Di antara bencana yang banyak menimpa kaum muslimin pada zaman sekarang ini adalah merajalelanya kemaksiatan dan dosa, serta menyebarnya kemungkaran dengan berbagai tingkatannya. Tidak sedikit di antara mereka yang bahkan menganggap remeh dan ringan urusan dosa. Padahal kemaksiatan tersebut sangat berbahaya, baik bagi individu maupun masyarakat.
Bahayanya sangatlah banyak. Jika kita mau merenungkan bahaya dan dampak buruk dari kemaksiatan tersebut niscaya kita akan berusaha sekuat tenaga untuk menjauhi kemaksiatan itu.
Ibnul Qoyyim berkata, “Kemaksiatan ini memiliki bahaya yang sangat besar bagi hati. Sama seperti bahaya racun terhadap tubuh dalam tingkat bahaya yang berbeda-beda, dan tidakkah di dunia ini muncul suatu kejahatan dan penyakit kecuali disebabkan oleh kemaksiatan dan dosa-dosa. Sebab apakah yang mengeluarkan bapak manusia dari surga. tempat kelezatan, kenikmatan, kemegahan, dan kesenangan menuju alam yang penuh penyakit, kesedihan dan musibah.
Apakah yang mengeluarkan Iblis dari alam langit, diusir dan dilaknat. Rahmat berubah menjadi laknat serta keimanan berubah menjadi kekafiran? Lalu sebab apakah yang menenggelamkan seluruh penghuni bumi sehingga air melampaui puncak gunung-gunung? Dan sebab apakah yang menjadikan angin menguasai kaum ‘Ad sehingga mereka bergelimpangan mati di permukaan bumi. Sehingga mereka seperti pohon-pohon kurma yang tumbang?
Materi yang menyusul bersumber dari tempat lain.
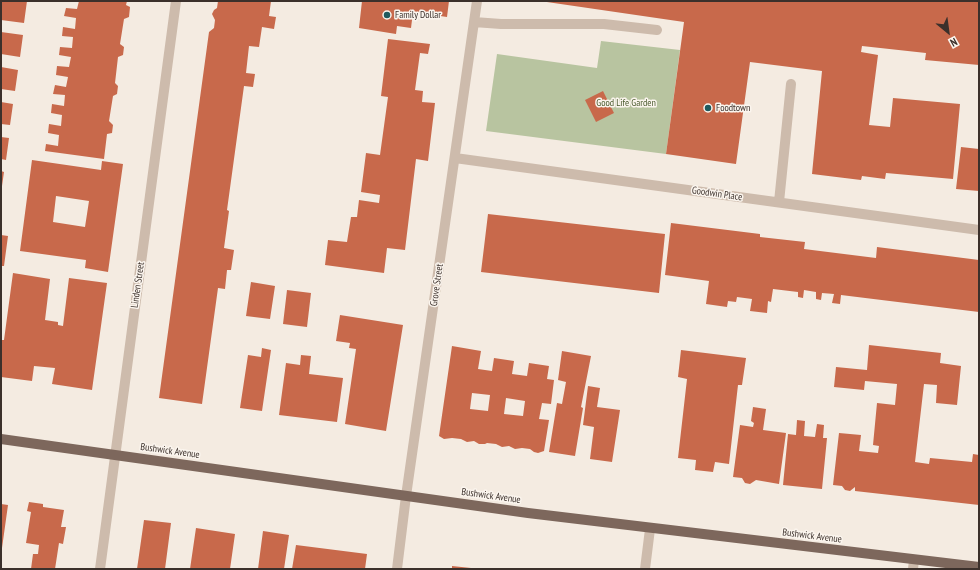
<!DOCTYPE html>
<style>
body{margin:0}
#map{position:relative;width:980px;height:570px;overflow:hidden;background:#f4ebe1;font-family:"PT Sans Narrow",sans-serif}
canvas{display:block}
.frame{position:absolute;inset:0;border:2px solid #3b302b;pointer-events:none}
.north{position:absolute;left:928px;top:12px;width:40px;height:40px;-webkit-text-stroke:3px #fbf5ee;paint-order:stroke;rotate:151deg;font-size:11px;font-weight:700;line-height:16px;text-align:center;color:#3b302b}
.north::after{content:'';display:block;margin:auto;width:14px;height:18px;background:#3b302b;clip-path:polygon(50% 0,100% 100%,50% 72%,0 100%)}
</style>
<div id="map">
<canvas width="980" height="570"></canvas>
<div class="frame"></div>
<div class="north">N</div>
</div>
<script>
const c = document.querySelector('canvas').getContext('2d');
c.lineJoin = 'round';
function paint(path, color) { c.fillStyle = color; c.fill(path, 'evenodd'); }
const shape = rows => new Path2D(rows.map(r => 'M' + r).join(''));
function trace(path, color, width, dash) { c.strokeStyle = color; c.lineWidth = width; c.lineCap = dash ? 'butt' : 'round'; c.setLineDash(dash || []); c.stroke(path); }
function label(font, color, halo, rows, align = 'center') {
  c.font = font + ' "PT Sans Narrow",sans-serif'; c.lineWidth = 3; c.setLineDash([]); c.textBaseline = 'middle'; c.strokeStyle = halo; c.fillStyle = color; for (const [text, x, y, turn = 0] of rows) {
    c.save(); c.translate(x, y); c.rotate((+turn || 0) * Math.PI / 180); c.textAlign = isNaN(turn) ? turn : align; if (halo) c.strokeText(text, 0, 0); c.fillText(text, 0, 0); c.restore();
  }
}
const green = shape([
 [601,41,680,50,666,154,486,131,497,54,597,68]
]);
const building = shape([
 [1,1,27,1,24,23,1,20],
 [79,1,127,1,126,5,130,7,129,17,124,19,120,44,124,47,123,55,118,57,115,83,118,86,117,94,113,96,109,121,113,125,112,133,107,134,104,159,45,151,46,144,58,146,59,135,48,133,49,124,61,126,62,115,51,113,52,104,64,106,65,95,53,94,55,85,66,87,68,77,56,75,57,66,69,67,71,57,59,55,60,47,72,48,73,37,62,36,63,27,75,29,76,18,64,16,66,8,77,9],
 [218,1,271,1,269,16,276,17,274,29,262,27,259,47,249,46,246,73,255,74,253,87,244,86,227,210,229,211,224,248,234,250,231,270,227,270,225,289,218,288,202,404,159,398,209,32,214,28,215,20,212,14,214,10,217,8],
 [362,1,449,1,447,17,413,12,411,28,397,26,396,34,359,28],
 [540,1,979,1,979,65,925,60,926,53,862,46,861,52,878,55,869,125,890,127,893,98,960,104,953,179,886,173,885,179,862,176,861,180,812,174,822,71,750,62,736,164,666,154,684,22],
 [1,32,23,35,20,57,1,54],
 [388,39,430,44,428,54,420,53,415,90,423,91,422,102,435,103,428,161,416,159,405,250,387,248,384,273,325,265,328,240,347,242,351,217,357,217,359,200,379,203,380,195,361,192,366,153,380,155,388,97,381,96],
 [1,67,18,70,15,91,1,89],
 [603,91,614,113,596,122,585,100],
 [1,102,13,104,10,125,1,124],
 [1,137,9,138,6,160,1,159],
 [961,147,979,149,979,191,956,189],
 [32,160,101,170,102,161,123,164,108,272,85,268,86,260,20,251],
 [56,196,89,201,85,227,53,222],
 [1,171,4,172,2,186,1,186],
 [488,214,665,234,659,293,481,272],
 [671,223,760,234,760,237,805,242,804,249,876,258,877,247,979,260,979,312,841,295,840,304,832,303,834,294,822,293,821,300,816,299,816,292,804,290,803,298,798,297,798,292,773,289,771,302,768,301,767,313,750,311,752,299,737,297,736,302,728,301,727,307,706,304,709,281,665,275],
 [1,235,8,236,4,266,1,266],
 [13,273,50,279,45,320,58,322,58,325,63,326,69,278,107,283,92,390,52,384,55,368,34,366,32,381,1,377,1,340,4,340],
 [251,282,275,286,270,319,246,316],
 [287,290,311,293,307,327,283,324],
 [340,315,403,325,386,431,345,424,356,349,349,348,350,343,336,341],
 [869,345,941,353,940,363,961,366,957,405,936,403,937,385,924,384,915,462,929,464,930,458,972,462,973,454,979,455,979,505,855,491,855,487,850,491,845,490,842,486,833,485,839,433,861,435,859,451,878,453,879,446,873,445,877,403,895,405,897,384,865,381,864,390,834,387,836,367,867,370],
 [452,346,481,351,478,369,492,371,494,358,514,361,512,374,527,376,529,363,549,366,547,379,554,380,551,404,542,403,539,419,549,420,544,451,538,453,534,452,530,449,522,448,515,449,509,446,502,447,496,444,487,443,485,444,479,444,474,441,467,442,461,439,452,438,444,439,439,436],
 [472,393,490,395,488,411,470,409],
 [506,398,525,401,523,416,504,414],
 [262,348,271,350,262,411,240,408,248,355,261,357],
 [681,350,746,358,742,385,738,385,729,464,715,462,713,472,695,470,696,460,678,458,687,379,678,377],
 [562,351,591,356,581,407,583,408,575,456,549,452,557,403,562,404,566,382,558,380],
 [301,355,311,356,309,374,343,378,337,422,279,415,286,363,300,365],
 [588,386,600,388,597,407,620,410,612,462,590,459,594,427,583,425],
 [753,407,766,409,763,430,786,433,779,484,756,480,750,484,745,483,742,478,733,477,740,425,753,427,754,423,751,421],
 [797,420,805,421,804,436,815,437,817,424,824,425,823,438,827,438,822,489,783,485,788,434,796,435],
 [29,502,43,504,43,507,64,510,61,527,66,527,63,544,59,543,55,569,31,569,33,554,38,554,39,545,26,543,31,512,27,511],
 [1,504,8,505,2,548,1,547],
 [144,520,171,523,165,569,137,569],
 [196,528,235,534,230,569,190,569],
 [263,531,289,535,284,569,258,569],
 [296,545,367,554,365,569,292,569],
 [452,566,471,568,471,569,452,569]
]);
const minor = shape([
 [474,22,501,24,604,24,657,30],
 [455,158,979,230],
 [779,202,791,84],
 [100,569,176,1],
 [397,569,406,496,477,1],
 [645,569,650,529],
 [913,569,914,560]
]);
const major = shape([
 [1,439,528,513,979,567]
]);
const markers = [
 [387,15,4,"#1f5a5e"],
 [708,108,4,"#1f5a5e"]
];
const poiNames = [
 ["Family Dollar",395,15],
 ["Foodtown",716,108]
];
const parkNames = [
 ["Good Life Garden",626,103]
];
const streetNames = [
 ["Goodwin Place",717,194,8],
 ["Linden Street",138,285,-82],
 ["Grove Street",437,285,-82],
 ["Bushwick Avenue",170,451,8],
 ["Bushwick Avenue",491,496,8],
 ["Bushwick Avenue",812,536,7]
];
paint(green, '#b8c4a0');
paint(building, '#c8694b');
trace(minor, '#cdbbac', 10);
trace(major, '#7d675c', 10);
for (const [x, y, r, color] of markers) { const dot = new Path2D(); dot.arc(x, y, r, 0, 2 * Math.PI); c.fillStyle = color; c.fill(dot); trace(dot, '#fbf5ee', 1.5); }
label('10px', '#3b302b', '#fbf5ee', poiNames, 'left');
label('10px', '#4a5a2e', '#fbf5ee', parkNames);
label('10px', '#3b302b', '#fbf5ee', streetNames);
</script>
Sebab apakah yang menyebabkan terjadinya siksa yang menyebabkan hati-hati mereka terputus dari tenggorokan-tenggorokan mereka, sehingga hati dan tenggorokan mereka berserakan dan mereka tewas? Sebab apakah yang menyebabkan Fir’aun tenggelam bersama kaumnya, lalu ruh-ruh mereka kembali berpindah ke neraka jahanam? Tubuh mereka tenggelam sementara ruh-ruh mereka terbakar. Sebab apakah yang mengubur Qarun dan rumahnya beserta seluruh hartanya? Sungguh semuanya disebabkan oleh kemaksiatan dan dosa-dosa”
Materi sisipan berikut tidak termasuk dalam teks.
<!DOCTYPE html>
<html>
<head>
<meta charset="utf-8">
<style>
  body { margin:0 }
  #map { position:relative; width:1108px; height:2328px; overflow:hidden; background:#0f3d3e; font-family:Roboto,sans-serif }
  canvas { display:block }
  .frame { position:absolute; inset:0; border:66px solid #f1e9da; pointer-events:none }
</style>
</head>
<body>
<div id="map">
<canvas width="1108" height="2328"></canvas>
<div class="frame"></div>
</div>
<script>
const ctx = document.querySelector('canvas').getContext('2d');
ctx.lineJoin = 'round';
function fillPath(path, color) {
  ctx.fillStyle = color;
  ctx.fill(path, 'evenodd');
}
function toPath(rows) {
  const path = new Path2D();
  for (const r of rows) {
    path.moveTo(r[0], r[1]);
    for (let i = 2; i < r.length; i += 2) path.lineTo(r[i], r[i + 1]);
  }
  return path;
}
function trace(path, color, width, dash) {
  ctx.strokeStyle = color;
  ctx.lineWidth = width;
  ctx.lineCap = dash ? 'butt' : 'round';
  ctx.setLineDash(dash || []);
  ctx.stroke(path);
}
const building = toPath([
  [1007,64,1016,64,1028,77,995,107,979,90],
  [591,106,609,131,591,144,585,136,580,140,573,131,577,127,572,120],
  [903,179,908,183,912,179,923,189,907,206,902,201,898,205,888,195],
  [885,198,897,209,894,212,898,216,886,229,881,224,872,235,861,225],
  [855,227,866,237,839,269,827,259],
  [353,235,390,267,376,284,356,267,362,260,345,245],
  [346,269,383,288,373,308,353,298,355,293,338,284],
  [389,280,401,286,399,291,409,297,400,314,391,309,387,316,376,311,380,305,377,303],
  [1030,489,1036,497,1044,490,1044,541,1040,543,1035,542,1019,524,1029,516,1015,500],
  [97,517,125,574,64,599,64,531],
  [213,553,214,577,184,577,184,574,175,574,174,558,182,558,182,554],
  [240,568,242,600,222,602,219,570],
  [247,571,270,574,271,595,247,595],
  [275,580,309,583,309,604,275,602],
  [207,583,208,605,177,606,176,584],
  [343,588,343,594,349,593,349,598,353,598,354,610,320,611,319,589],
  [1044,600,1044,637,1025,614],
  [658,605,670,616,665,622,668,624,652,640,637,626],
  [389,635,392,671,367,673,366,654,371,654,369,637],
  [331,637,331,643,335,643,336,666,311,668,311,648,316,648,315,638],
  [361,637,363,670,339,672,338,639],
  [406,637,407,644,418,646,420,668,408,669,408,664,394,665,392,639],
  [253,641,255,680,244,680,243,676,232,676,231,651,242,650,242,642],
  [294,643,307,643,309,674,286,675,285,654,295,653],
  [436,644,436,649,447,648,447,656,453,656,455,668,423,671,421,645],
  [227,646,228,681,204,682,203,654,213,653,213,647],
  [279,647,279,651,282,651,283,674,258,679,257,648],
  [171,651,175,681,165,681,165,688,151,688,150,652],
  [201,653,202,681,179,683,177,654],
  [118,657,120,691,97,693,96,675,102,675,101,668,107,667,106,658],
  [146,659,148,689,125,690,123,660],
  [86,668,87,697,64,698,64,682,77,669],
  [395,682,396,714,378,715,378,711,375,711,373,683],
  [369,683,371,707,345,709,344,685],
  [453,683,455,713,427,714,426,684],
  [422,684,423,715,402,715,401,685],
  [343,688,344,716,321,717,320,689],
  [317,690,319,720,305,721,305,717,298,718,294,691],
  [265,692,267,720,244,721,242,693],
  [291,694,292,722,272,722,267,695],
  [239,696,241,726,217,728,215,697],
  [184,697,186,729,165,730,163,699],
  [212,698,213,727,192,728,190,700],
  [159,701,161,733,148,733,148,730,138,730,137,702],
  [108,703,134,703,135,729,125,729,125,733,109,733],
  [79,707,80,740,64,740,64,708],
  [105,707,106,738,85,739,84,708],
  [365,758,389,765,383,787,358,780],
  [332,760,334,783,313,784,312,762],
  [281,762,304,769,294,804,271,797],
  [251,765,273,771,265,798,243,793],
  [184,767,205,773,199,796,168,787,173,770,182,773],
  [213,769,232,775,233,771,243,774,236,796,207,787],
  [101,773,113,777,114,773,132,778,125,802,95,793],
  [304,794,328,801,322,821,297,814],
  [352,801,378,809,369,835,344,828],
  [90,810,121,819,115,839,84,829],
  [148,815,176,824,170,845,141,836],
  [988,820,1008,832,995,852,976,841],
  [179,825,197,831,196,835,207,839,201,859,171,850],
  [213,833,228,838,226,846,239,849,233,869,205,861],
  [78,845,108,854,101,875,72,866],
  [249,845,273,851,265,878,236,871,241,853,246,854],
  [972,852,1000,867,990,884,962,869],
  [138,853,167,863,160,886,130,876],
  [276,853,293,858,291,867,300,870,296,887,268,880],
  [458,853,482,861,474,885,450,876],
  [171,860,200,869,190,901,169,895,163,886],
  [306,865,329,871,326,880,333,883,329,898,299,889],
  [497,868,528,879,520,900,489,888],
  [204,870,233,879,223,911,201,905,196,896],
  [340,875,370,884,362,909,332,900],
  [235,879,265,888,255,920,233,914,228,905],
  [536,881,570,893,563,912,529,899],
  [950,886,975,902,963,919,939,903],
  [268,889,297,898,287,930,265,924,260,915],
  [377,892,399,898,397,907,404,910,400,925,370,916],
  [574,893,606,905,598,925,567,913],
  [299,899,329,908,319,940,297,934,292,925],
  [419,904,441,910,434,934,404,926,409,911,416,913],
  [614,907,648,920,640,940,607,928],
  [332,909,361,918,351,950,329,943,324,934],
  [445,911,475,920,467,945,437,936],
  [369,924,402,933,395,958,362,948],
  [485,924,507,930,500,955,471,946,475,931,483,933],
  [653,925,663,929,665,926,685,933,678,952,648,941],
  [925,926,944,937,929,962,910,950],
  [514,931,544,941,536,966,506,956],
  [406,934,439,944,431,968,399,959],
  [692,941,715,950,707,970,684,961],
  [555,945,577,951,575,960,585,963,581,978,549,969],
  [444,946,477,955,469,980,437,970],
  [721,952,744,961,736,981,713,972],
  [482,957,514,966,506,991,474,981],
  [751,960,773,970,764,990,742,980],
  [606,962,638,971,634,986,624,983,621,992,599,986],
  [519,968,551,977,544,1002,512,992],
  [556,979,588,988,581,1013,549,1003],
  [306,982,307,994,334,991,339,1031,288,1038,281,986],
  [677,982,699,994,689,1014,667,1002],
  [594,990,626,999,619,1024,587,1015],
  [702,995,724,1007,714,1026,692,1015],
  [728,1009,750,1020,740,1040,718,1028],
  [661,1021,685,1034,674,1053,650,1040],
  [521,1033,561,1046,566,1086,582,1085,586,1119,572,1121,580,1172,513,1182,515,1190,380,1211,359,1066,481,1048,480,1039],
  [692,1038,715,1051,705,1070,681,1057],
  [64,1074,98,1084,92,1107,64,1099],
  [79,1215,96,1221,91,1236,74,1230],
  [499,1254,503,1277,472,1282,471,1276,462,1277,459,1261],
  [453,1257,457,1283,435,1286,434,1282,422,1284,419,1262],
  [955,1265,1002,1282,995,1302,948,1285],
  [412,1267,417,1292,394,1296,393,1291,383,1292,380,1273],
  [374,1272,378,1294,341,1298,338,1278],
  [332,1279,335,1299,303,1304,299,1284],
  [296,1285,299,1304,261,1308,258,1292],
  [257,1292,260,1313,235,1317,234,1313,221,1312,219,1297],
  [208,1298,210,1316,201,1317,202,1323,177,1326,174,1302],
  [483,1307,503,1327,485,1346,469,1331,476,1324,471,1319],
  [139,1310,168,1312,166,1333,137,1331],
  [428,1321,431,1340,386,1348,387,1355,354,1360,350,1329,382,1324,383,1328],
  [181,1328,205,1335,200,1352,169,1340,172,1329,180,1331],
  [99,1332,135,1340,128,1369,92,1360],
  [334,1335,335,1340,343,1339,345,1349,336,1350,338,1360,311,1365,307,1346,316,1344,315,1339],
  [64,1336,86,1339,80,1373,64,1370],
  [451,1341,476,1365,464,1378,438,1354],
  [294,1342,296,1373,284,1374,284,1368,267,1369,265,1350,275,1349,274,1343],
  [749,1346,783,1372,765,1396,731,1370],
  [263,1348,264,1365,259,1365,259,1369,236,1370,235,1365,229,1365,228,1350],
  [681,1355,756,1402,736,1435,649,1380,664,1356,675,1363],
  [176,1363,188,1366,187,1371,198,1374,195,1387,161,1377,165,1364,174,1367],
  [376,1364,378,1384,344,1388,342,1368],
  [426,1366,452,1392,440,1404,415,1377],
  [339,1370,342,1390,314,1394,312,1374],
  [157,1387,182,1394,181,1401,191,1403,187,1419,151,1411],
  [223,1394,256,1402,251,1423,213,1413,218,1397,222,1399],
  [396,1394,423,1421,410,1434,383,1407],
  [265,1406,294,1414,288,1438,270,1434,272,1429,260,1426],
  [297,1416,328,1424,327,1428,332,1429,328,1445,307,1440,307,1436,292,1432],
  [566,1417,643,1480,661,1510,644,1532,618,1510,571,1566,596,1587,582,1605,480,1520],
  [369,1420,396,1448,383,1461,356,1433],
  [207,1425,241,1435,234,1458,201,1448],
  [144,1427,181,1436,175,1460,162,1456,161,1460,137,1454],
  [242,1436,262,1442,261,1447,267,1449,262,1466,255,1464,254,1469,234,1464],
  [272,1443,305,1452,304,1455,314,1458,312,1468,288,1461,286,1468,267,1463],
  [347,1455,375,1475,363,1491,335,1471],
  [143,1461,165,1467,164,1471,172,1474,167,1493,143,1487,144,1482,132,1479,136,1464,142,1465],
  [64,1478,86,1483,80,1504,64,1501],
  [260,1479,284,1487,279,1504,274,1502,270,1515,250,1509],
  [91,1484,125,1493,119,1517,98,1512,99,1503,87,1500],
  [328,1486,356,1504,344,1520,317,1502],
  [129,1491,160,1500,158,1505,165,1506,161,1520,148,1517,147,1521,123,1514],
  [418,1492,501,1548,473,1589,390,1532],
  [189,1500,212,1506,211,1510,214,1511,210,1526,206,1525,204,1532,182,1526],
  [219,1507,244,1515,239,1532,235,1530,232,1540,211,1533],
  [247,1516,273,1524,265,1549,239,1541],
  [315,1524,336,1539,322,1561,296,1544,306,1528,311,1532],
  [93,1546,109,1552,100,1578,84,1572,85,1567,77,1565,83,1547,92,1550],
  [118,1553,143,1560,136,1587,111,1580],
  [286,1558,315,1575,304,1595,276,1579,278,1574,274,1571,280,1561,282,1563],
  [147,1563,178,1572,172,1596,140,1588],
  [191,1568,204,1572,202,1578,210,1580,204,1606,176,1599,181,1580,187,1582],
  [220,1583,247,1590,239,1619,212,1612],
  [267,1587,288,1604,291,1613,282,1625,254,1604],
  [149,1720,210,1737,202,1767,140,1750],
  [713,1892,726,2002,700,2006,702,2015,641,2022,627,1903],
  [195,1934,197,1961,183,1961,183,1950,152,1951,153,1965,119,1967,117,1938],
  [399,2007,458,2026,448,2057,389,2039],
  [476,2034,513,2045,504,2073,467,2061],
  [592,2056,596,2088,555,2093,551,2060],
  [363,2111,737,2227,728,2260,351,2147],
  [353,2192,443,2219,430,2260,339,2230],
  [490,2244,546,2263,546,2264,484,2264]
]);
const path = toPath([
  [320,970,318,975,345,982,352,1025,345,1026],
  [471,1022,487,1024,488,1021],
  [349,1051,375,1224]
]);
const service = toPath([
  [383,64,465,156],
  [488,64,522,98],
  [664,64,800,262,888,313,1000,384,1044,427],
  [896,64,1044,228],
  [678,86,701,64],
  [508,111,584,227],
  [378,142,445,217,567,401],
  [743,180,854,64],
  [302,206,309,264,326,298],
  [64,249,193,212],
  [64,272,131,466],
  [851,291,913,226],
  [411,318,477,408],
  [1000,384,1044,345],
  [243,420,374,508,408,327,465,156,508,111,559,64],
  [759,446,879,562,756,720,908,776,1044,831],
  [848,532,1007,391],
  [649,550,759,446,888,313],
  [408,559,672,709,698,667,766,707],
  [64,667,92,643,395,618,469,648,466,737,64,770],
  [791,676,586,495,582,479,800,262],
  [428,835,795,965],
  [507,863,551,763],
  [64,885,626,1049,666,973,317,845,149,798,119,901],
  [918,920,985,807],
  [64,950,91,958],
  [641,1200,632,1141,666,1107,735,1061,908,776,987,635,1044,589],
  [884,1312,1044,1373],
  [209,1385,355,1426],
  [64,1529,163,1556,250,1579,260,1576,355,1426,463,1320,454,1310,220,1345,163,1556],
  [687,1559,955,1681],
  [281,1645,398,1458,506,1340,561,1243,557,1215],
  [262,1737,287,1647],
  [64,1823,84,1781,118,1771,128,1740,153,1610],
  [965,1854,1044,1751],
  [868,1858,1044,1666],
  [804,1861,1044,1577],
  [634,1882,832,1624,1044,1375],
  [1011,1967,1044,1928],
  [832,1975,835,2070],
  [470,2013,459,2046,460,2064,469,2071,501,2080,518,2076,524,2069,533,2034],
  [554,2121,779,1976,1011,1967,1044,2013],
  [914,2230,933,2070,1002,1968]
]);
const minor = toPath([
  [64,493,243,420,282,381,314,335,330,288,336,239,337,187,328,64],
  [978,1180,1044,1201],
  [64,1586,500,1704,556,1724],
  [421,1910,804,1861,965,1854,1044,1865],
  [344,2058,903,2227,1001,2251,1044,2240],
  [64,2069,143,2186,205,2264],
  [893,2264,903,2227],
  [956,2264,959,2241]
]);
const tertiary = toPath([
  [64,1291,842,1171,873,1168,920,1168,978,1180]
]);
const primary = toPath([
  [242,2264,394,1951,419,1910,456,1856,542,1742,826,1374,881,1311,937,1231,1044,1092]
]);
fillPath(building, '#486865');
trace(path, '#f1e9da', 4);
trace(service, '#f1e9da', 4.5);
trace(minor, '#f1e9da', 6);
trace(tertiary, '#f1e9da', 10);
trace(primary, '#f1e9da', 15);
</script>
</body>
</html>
Satu kemaksiatan menjadi sebab kekalahan para shahabat dalam perang Uhud, yaitu pada saat Nabi, memerintahkan mereka agar tidak turun dari gunung, namun mereka tidak mentaati perintah beliau. Akhirnya 70 sahabat terbunuh pada perang itu, sebagaimana disebutkan di dalam siroh, (lihat siroh Ibnu Hisatn atau ar-Rohiq al-Makhtum)
Bahkan terkadang seseorang menganggap enteng kata-kata yang keluar dari mulutnya tanpa berpikir tentangnya, sehingga menjadi sebab dirinya terjerumus ke dalam neraka.
Diriwayatkan dari Abu Huroiroh bahwa Nabi saw bersabda, “Sesungguhnya seorang hamba berbicara dengan satu kalimat yang tidak jelas baginya, namun dia terperosok karenanya ke dalam jurang neraka, bahkan lebih dalam dari jarak antara Timur dan Barat.” (HR. al-Bukhori dan Muslim)
Satu kemaksiatan telah mengeluarkan Adam as dari Surga. Seorang penyair berkata:
“Engkau menambah dosa dengan dosa. lalu dirimu mengharap tingkatan-tingkatan surga dan kemenangan seorang ahli ibadah?
Apakah kau lupa Robb-mu saat Dia mengeluarkan Adam dari surga menuju dunia hanya disebabkah karena satu dosa.”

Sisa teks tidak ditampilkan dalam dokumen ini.